Release Date
April 3, 1999
Christopher Nolan
Christopher Nolan
Distributed By
Momentum Pictures
Crime, Mystery, Thriller
Rated R for language and some violence
69 minutes


Before Inception, The Dark Knight, The Prestige, or even Memento, there was Following. Christopher Nolan’s illustrious career started from two small films, Doodlebug and The Following, both directed, shot, and edited by Christopher Nolan. To understand the man Nolan is today, you must first understand where he came from.

With the hand of a true artist, Nolan creates an affluent (or tributary) worthy of feeding the prominent work the director is known for today. Following was Christopher Nolan’s “baby”. The film is shot on 16mm black-and-white film stock. Taking a year to make, using actors with weekly day jobs, Nolan used his home of London, England as the backdrop for the film.

The film follows “the Young Man” (as credited) played by fellow Englander, Jeremy Theobald, as he walks the streets of London trying to be inspired. An out of work writer, the man “follows” random bystanders just to see where they go. Not until he breaks one of his own rules does the plot of the film truly start to structure. The man he follows twice, Cobb (a named used in Inception), played by Alex Haw, makes his living breaking into homes and hocking the valuables. Cobb’s true passion, however, lies in the “art” of rifling through personal belongings and violating the victims’ sense of privacy in order for them to appreciate the unappreciated. (“You take it away, and show them what they had.”)

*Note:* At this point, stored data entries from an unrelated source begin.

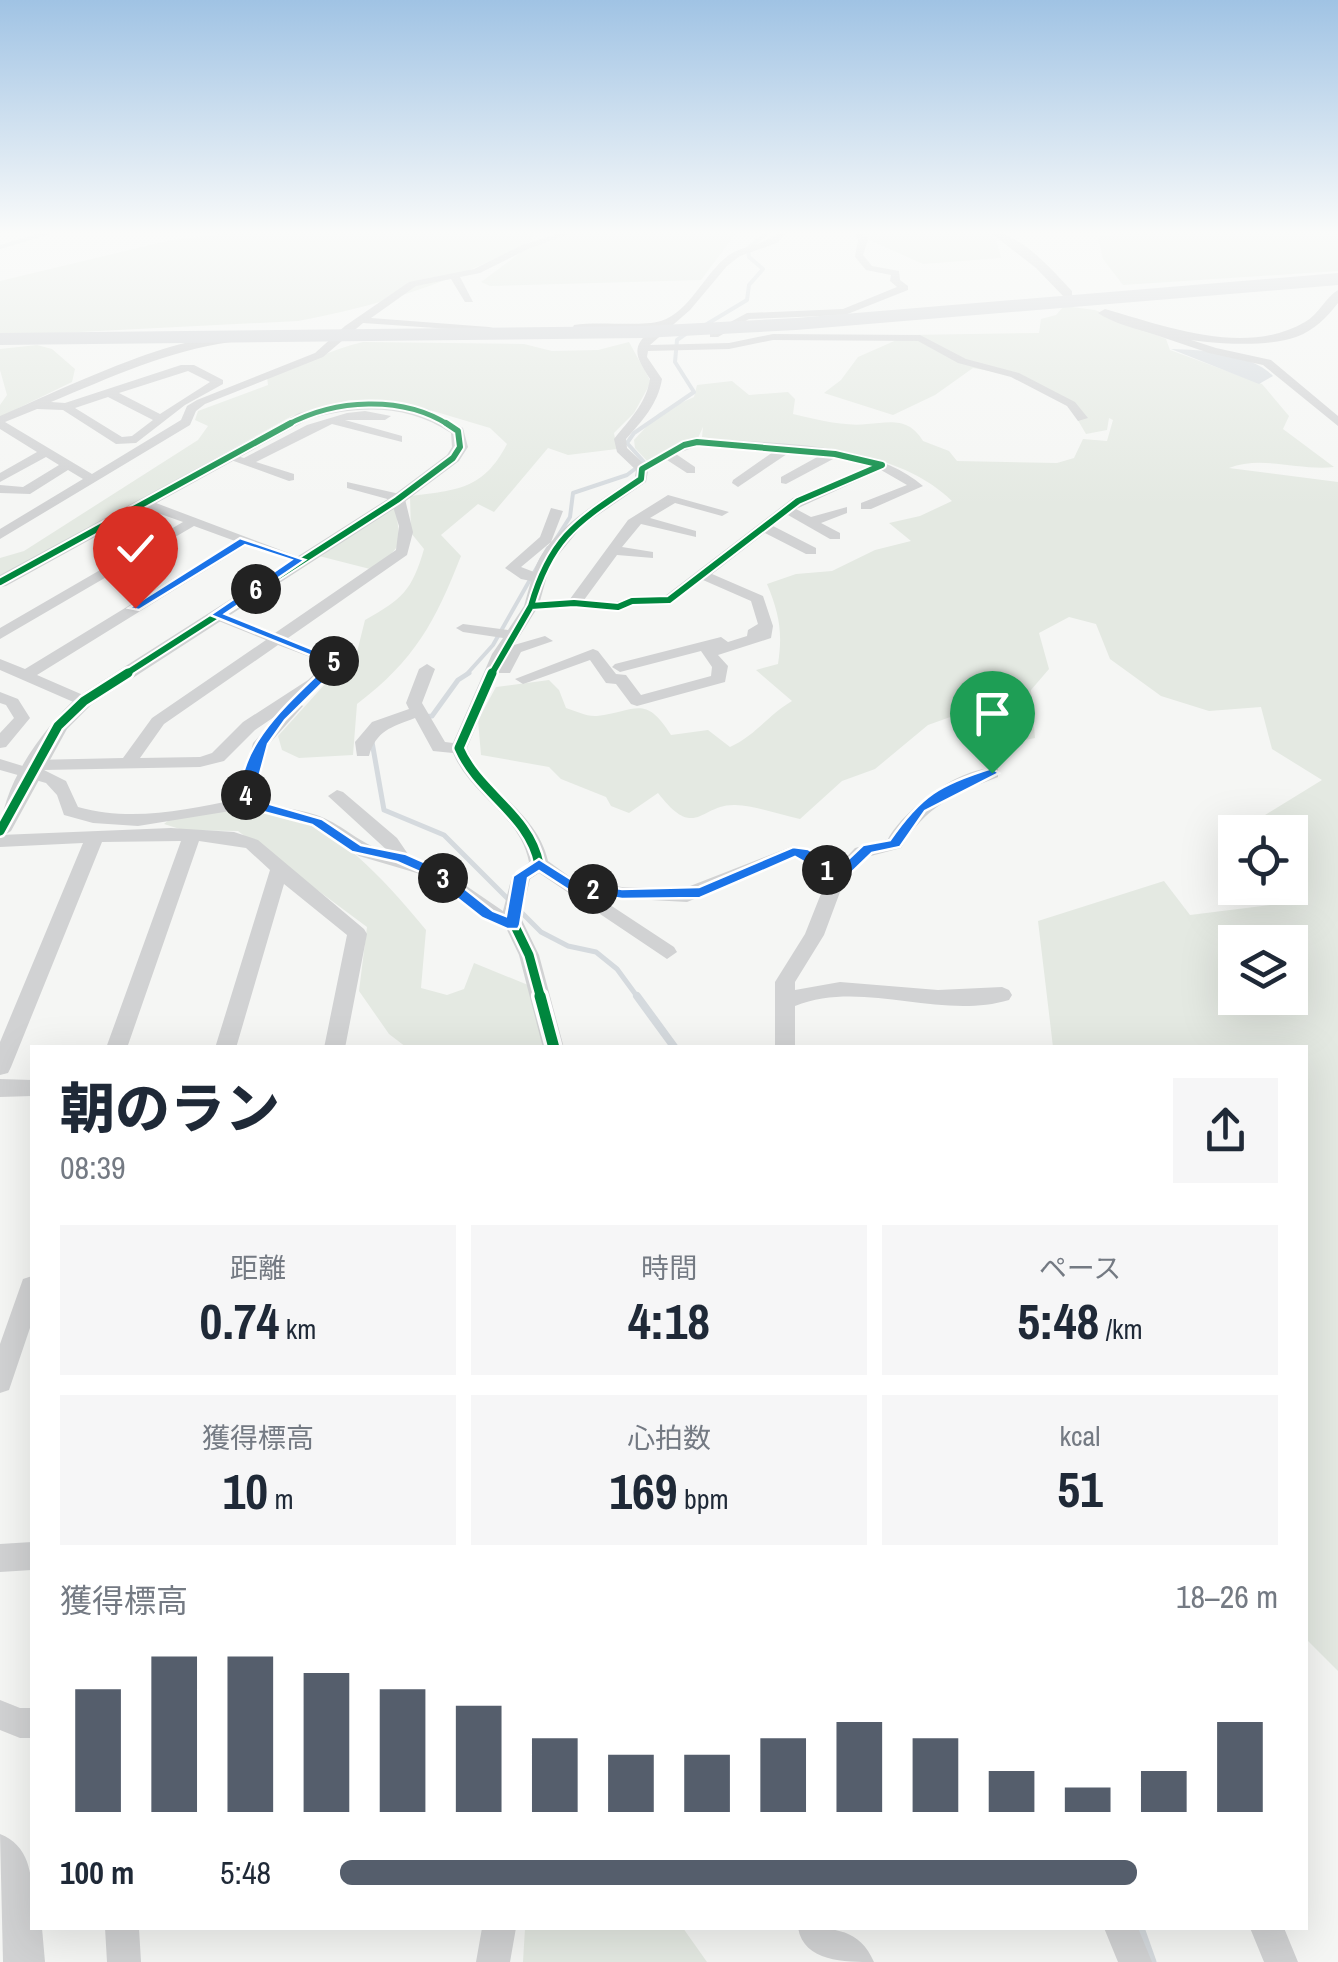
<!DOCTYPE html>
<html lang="ja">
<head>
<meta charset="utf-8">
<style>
	body { margin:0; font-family:"Archivo Narrow","Noto Sans JP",sans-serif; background:#f6f6f7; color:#1f2937; height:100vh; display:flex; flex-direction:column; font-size:38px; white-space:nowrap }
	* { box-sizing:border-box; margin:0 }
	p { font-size:32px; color:#747a83 }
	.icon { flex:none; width:55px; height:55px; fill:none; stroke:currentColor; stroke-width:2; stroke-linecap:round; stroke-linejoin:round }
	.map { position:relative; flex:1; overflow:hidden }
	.drawer { position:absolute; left:30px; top:1045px; width:1278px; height:885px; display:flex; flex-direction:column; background:#fff; border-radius:0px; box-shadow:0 10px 40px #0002 }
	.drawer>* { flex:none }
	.buttons { position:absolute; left:1218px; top:815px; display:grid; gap:20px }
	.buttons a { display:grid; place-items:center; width:90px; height:90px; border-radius:0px; background:#fff; box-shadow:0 10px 40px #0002; font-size:50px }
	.pin { position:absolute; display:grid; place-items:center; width:85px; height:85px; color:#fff; margin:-102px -42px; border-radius:50% 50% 50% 0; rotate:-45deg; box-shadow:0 0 10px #0007 }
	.pin .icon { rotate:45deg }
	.km { position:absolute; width:50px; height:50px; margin:-25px; border-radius:50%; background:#222; color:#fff; font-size:28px; line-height:50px; text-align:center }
	.round { display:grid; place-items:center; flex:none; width:105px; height:105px; border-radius:0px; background:#f6f6f7 }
	.overview { display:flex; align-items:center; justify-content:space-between; height:170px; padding:0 30px }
	h1 { font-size:55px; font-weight:800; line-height:75px }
	.metrics { display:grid; grid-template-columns:repeat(3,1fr); gap:15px; height:170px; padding:10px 30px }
	.metrics div { display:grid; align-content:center; border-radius:0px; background:#f6f6f7; text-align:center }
	.metrics b { font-size:50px; font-weight:800 }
	.metrics small { font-size:28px; font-weight:400 }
	.metrics p { font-size:28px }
	.chart { height:280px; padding:20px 30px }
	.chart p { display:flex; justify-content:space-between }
	.chart svg { width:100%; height:180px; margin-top:10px; stroke:#555e6c; stroke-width:6 }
	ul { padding:0 30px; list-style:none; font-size:32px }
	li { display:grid; grid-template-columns:160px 120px 1fr; align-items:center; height:75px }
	li i { height:25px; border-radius:12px; background:#555e6c }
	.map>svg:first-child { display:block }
</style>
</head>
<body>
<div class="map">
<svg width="1338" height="1962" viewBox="0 0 1338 1962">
	<rect width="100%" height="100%" fill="#f5f6f4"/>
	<path fill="#e4e9e2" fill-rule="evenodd" d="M239,232h296l-4,9c-78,40 -146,64 -233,80l-298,15v-55l171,-41z
		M566,232h171l-36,48 -211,6 -9,-4 51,-38z
		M863,232h131l7,26 -78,6 -56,-25z
		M1125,232h213v39l-215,14 -20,-26 -5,-22z
		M1064,306l31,4 71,29 4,11 92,34 27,32 -6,13 51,38c-35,4 -72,-12 -105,1l109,14v1189l-33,-33v-590l-252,-1 -15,-126 126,-40 26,34 80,-10 -2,-17h22v-56h-26l1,-17 57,-35 -50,-31 -11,-42 -52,4 -48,-15 -51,-37 -14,-35 -27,-7 -30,16 10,36 -18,21 4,48 -30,6 -49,-29 -28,10 -53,44 -33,12 -42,38c-21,-5 -44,-13 -65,-14 -35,-1 -39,37 -77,-12l-29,20 -18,-7 -5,-9 -45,-18 -12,-12 -68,-12 -3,-35 18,-33 53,-7 10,10 7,18c10,3 21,9 31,8 40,-5 48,-22 74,19l37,-5 22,17c25,-11 38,-32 62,-46l-36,-31 22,-6c5,-32 1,-51 -11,-80l29,-10 36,-3 43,-21 36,-9 -22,-18 31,-7 32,-15c-61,-59 -160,-52 -238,-62l-12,-2 1,-10 -5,11 -17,4 -32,21 -14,-15 -1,-8 25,-27 35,-16 3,-12 35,-4 17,14 39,-3 7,7 -2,15c22,5 52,13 74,10 23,-2 42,-7 56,17l26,10 8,10 100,2 17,-5 9,-19 24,2 6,-21 -4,-2 -2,12 -21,4 -17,-29 -57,-30 -39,-7 -38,27 -42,20 -69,-22 17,-13 17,-23 50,-22 131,-2 2,-14 15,-4zM1235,942h55v56h-55z
		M363,342l161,2 28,7 46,-1 31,-8 22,40 -17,31 -20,20 3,16 -49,6 -20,-7 -54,64 -16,-8 -37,31 20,21c-26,66 -46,104 -104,148l-4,51 -54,3 -17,-8 -4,-14 57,-63 20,-13 10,-40c37,-21 47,-29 59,-71l-13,-16 -1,-37c47,-6 73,-6 97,-52l-17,-16 -77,-23 -64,-5 -57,16 -292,161v-19l24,-7 174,-111 10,-14 -13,-6 3,-9 70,-26 -1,-8c33,-11 62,-27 96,-35z
		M37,345l15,4 23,20 -3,13 -72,35v-12l7,-10 -7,-25v-21z
		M391,507l5,1c4,41 9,37 -26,61l-55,-14z
		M233,801c23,13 38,8 59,15 51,16 101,74 134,114l-5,58 26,7 17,-6 10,-26 54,22 16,62h-138l-17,-13 -30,-43 8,-64 -129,-96 -55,-1 -19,-6 15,-12z
		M525,1928h158l24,34h-184z"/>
	<path fill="#d5dade" d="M1171,349c33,1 79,4 102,27l-14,8z"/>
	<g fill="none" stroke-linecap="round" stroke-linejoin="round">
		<path stroke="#d5dade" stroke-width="4" d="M0,247l50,-15
			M707,324l40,-24 2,-15 14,-16 -14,-12 -1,-9 20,-16
			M556,539l14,-22 3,-24 54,-18 17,-13 -17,-19 7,-10 60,-41 -19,-30 2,-22 10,-7
			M466,675l27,-30 55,-97"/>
		<path stroke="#d5dade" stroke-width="5" d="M422,717l10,-1 26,-36 11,-7
			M372,742l12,68 60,25 97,97 27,14 28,6 21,17 22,30"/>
		<path stroke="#d5dade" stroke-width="8" d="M637,996l38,52"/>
		<path stroke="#d5dade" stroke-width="9" d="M1140,1928l12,34"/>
		<path fill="#d1d2d3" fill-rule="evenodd" d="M562,232h13l-47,17 -48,24 -20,4 13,25h-8l-14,-23 -35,7 -45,32 118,9 4,1v4l-130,-9 -40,34 -118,47 -9,7 -6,14 -190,114v-10l83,-50 -15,-9 -38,24 -30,-1v-8l23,2 36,-22 -13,-8 -46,25v-9l37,-21 -37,-23v-13c52,-22 179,-85 231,-78v4c-62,8 -122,36 -180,60l14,1 116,-38h13l29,15v4l-38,21 -49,38 -20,1 -53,-34 -26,-1 -32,13 87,52 89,-54 6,-14 10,-6 118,-47 30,-27 64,-44 65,-13 48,-24zM188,371l22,11 -50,32 -41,-21zM108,397l45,23 -21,16 -10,1 -47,-29z
			M778,232h10l-11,11 -37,13 -13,10 -37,44 -40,35 79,-2 44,-9 147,1 46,24 53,14 56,29 13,16 -10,3 -11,-15 -56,-29 -53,-14 -40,-22 -145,-1 -44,9 -81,2 -1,6 15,22c-4,25 -20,42 -36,60l1,9 16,15 37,-21 17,-4c68,6 173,1 226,48l-52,23h-10v-6l46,-18 -26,-15 -85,39 15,8 36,-10v6l-26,10 19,10v6h-10l-42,-24 -15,11 43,22v6h-10l-41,-21 -53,41 51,22 10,30 -2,12 -53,17 10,11 -3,16 -88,24 -6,-2 -15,-20 -10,-1 -16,-23 -61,22 -6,2 -8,-5 78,-30 5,2 18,23 10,1 15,20 70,-19 1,-9 -11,-16 -81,21 -8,-5 3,-3 106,-27 7,5 19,-6 1,-6 10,-6 -7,-23 -48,-21 -34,24 -35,1 -16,6 -44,-4 -38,3 -22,35 31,-9 8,5 -32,11 -11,21h-11l-32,75c20,45 70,64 81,113l26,19 48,7 63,1 108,-42 16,3 29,17 17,-18 33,-9c17,-30 74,-75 110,-70v8c-44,17 -72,29 -97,71l-34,9 -24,27 -19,51 -29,47v8l45,-8 98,8 64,-3 7,3 3,5 -3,5c-70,21 -145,-21 -214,6v42h-20v-66l30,-48 23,-58 -33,-18 -108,44 -89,-5 76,50 3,5 -10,7 -128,-86 -9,6 -9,39 18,37 25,93h-21l-24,-93 -12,-25 -87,-56 -61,-18 -48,-30 -62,-18 -111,18 -45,-3 -29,-8 -7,-20 -11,-12 -46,-13v-11l26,8 1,-6 6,-1 90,-2 29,-40 114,-78 -55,-22v-6h10l54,21 121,-83 3,-24 -8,-26 -44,-12v-6l57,13 9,37 -6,23 -119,83 57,24 -25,24 -23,16 6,4 -34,38 -14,51c21,15 47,13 69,23 24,11 39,28 65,34l-61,-56 9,-6 6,2 54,46 13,19 33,13 60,41 9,-35 17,-14c-9,-47 -58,-66 -76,-109l-20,-2 -18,-33c-24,9 -39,13 -46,38h-12l-2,-14 17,-20 37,-13 -3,-6 13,-34 8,-5 8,5 -13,34 23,39 8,1 39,-89 11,-16 -40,-6 -7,-4 7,-4 45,6 16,-24 7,-25 -10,-2 -16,-11 35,-31 11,-29 12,3 -12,31 -30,25 13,5c11,-40 68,-72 101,-95l1,-7 -19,-18 -3,-13c15,-19 32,-35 36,-60 -15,-23 -20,-33 4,-51l-76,2 -5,-3 1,-2c25,-4 66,2 87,-4 29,-9 44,-49 68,-66 16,-10 36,-10 49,-23zM697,446l76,6 -40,28 -1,3 6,4 49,-33 32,2 -38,21v6l5,1 49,-26 34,8 -76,32 -128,98 -33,1 -16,5 -32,-2 33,-45 36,3v-6l-31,-5 19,-23 55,13v-6l-46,-13 25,-15 47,13 7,-4 -61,-17 -40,25 -58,79 -30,2 10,-36 32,-39 64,-44 2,-11 19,-11 20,13h8v-6l-19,-13zM278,645l48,18 -18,17 -65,42 -31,31 -12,4 -60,1 24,-34zM280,713l-27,30 -14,56c-54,11 -107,23 -161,8l-12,-26 -22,-11 156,-3 24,-6 31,-31z
			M855,232h9l4,8 -5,15 9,11 27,5 1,9 8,6v4l-63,25 -96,4 -31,18h-8v-4l37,-20 96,-4 54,-22 -7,-6 1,-6 -25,-5 -11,-13 3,-17z
			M1145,325l71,23 55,12 67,56v10l-75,-61 -54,-12 -68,-23 -1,-2z
			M365,411l26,5 -6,4h-40l57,16v6l-70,-18 -76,38 38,12v6l-5,1 -58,-21 6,-4 7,2 63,-33 40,-12z
			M138,500h10l159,60 -7,4 -53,-19 -210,130 53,23v6h-12l-78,-34v-11l25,10 210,-128 -41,-15 -194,113v-11l183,-106 -45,-16z
			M0,692l18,7 12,19 -24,29 -6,1v-15l14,-15 -8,-13 -6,-2z
			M171,828l63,4 24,8 106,89 3,5 -22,114h-21l23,-113 -63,-51 -48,164h-21l55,-178 -24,-22 -47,-7 -72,207h-21l75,-207 -79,1 -91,225 -3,6 -8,2v-33l83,-199 -83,4v-12z
			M0,1079l32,1v16l-32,1z
			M32,1276v46l-23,68 -9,3v-49l23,-65z
			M32,1542v28l-32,2v-28z
			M0,1700l20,8h12v30h-12l-20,-8z
			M105,1928h34l2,34h-34z
			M482,1928h34l-6,34h-34z
			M798,1928c33,0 61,-1 76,34 -29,0 -70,0 -76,-34z
			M1104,1928h34l14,34h-34z
			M1250,1928h34l14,34h-34z"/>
		<path fill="#d1d2d3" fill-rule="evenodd" d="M990,232c30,0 62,38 82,59v6h-8l-28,-29z
			M1338,290v13c-12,15 -23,27 -42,34 -43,16 -159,2 -198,-24l7,-4c60,17 140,48 200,13 14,-8 20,-24 33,-32z
			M383,400l45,9 35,19 5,19 -9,14 -56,42 -312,202 -24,24 -56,102 -11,7c0,-51 41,-107 77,-141l314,-200 56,-42 5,-8 -1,-14c-44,-29 -92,-28 -142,-14l-303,167 -6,1v-12l299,-162 44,-11z
			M0,1834c38,15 32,59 32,94h10l3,34h-42z"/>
		<path fill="#d4d6d9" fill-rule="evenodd" d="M1338,273v12l-542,45 -153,8 -643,7v-12l643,-7 153,-8z"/>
		<defs>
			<path id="cycleway-far3" d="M287,425c48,-26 115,-30 162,0"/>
			<path id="cycleway-far2" d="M697,442l138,12 47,11 -84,36 -129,99 -37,1 -14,6 -44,-4 -43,3c21,-73 50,-86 110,-127l1,-10 42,-24z
				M0,582l291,-159
				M124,675l273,-175 56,-42 7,-11 -2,-16 -12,-8
				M491,675l40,-69"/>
			<path id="cycleway-far1" d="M492,673l-33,75c20,46 70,66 80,116l-18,12 -10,42 18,37 12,44
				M0,831l58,-105 26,-25 44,-28"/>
			<path id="cycleway" d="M540,996l14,52"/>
		</defs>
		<use href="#cycleway-far3" stroke="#fff" stroke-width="9"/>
		<use href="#cycleway-far2" stroke="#fff" stroke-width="10"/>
		<use href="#cycleway-far1" stroke="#fff" stroke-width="14"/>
		<use href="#cycleway" stroke="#fff" stroke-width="18"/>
		<use href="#cycleway-far3" stroke="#00873e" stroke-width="5"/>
		<use href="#cycleway-far2" stroke="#00873e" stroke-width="6"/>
		<use href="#cycleway-far1" stroke="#00873e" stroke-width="9"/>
		<use href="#cycleway" stroke="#00873e" stroke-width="11"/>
	</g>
	<linearGradient id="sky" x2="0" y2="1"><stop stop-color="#a0c3e4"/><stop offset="0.46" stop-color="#fafbfa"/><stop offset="1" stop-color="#fafbfa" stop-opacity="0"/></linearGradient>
	<rect width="1338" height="506" fill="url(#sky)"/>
	<path fill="#1a73e8" stroke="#fff" stroke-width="2.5" d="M240,538l65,22 -80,54 119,48 -59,58 -17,24 -14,52 5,5 63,18 39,26 45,9 34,15 53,42 13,5 7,-40 26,-17 35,22 48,8 77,-2 94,-40 15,2 31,19 24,-23 27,-5c31,-45 50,-56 102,-72l7,5 -74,38 -25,36 -28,6 -27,26h-11l-39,-22 -95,41 -78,1 -52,-8 -31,-20 -11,7 -8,47 -2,4h-11l-25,-11 -53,-42 -32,-14 -45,-10 -40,-27 -64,-17 -7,-8c-6,-55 53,-102 88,-137l-119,-48 81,-55 -46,-15 -106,65 -10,-2z"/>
</svg>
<div class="buttons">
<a><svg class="icon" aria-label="locate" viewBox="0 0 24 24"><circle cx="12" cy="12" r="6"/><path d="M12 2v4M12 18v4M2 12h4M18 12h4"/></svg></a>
<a><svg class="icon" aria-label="layers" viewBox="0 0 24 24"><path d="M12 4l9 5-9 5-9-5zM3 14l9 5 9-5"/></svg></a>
</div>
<div class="pin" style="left:992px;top:773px;background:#1e9e55"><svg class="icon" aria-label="arrive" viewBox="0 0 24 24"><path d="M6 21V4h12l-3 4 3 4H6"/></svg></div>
<div class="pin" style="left:135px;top:608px;background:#d93025"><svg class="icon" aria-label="check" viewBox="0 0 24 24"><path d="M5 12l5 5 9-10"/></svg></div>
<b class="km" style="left:827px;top:870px">1</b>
<b class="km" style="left:593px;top:889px">2</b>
<b class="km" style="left:443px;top:878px">3</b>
<b class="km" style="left:246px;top:795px">4</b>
<b class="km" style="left:334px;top:661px">5</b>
<b class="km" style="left:256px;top:589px">6</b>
<section class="drawer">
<div class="overview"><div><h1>朝のラン</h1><p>08:39</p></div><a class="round"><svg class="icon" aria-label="share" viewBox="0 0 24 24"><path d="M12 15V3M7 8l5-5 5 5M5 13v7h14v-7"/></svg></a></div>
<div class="metrics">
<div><p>距離</p><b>0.74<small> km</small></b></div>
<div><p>時間</p><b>4:18</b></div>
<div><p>ペース</p><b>5:48<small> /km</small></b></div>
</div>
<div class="metrics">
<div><p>獲得標高</p><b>10<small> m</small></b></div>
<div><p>心拍数</p><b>169<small> bpm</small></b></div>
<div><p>kcal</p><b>51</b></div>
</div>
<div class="chart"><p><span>獲得標高</span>18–26 m</p>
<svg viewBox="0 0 160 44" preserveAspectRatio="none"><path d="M5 44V14M15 44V6M25 44V6M35 44V10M45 44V14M55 44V18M65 44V26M75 44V30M85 44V30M95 44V26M105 44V22M115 44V26M125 44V34M135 44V38M145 44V34M155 44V22"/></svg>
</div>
<ul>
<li><b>100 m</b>5:48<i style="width:85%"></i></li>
</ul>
</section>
</div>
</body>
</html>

Like Nolan’s following venture Memento, Following plays with the structure of time and non-linear storytelling. With a haircut involved, the main character appears in different settings as the story unravels from each glimpse back and forth in time, all of which leads up to the shocking truth at the end.

Clocking in at approximately 69 minutes, the film is very short, but packs a punch. Any longer and the film’s pendulum story structure would begin to suffer. Unsure of whether the black-and-white aspect works for the 1999 film, my conclusion is as such: Following was not meant to be a commercial success. Nolan more than likely had a passion for film and wanted to create a story worth telling with the tricks and suave that he solidified in what are now his commercial successes. Having wished the story focused more on the “following” aspect of the film and not the rule breaking fallout, the black-and-white medium was the least of my worries.

From Following to Inception, Christopher Nolan has completely revolutionized the aspects of film he set out to create, leaving a canyon-sized fissure between the quality of Following and the quality of Inception. Both films are “babies” of Nolan’s and both carry some of the same themes throughout, but one has become a mega summer blockbuster and the other stands as Nolan‘s early art-film. Had Following been his most recent film, it would has failed to find an audience, but with more than a decade since Nolan’s start, Following makes you strongly ponder what Nolan will accomplish in the next ten years. Every director must have a first film and Following was truly not a bad place for Nolan to start.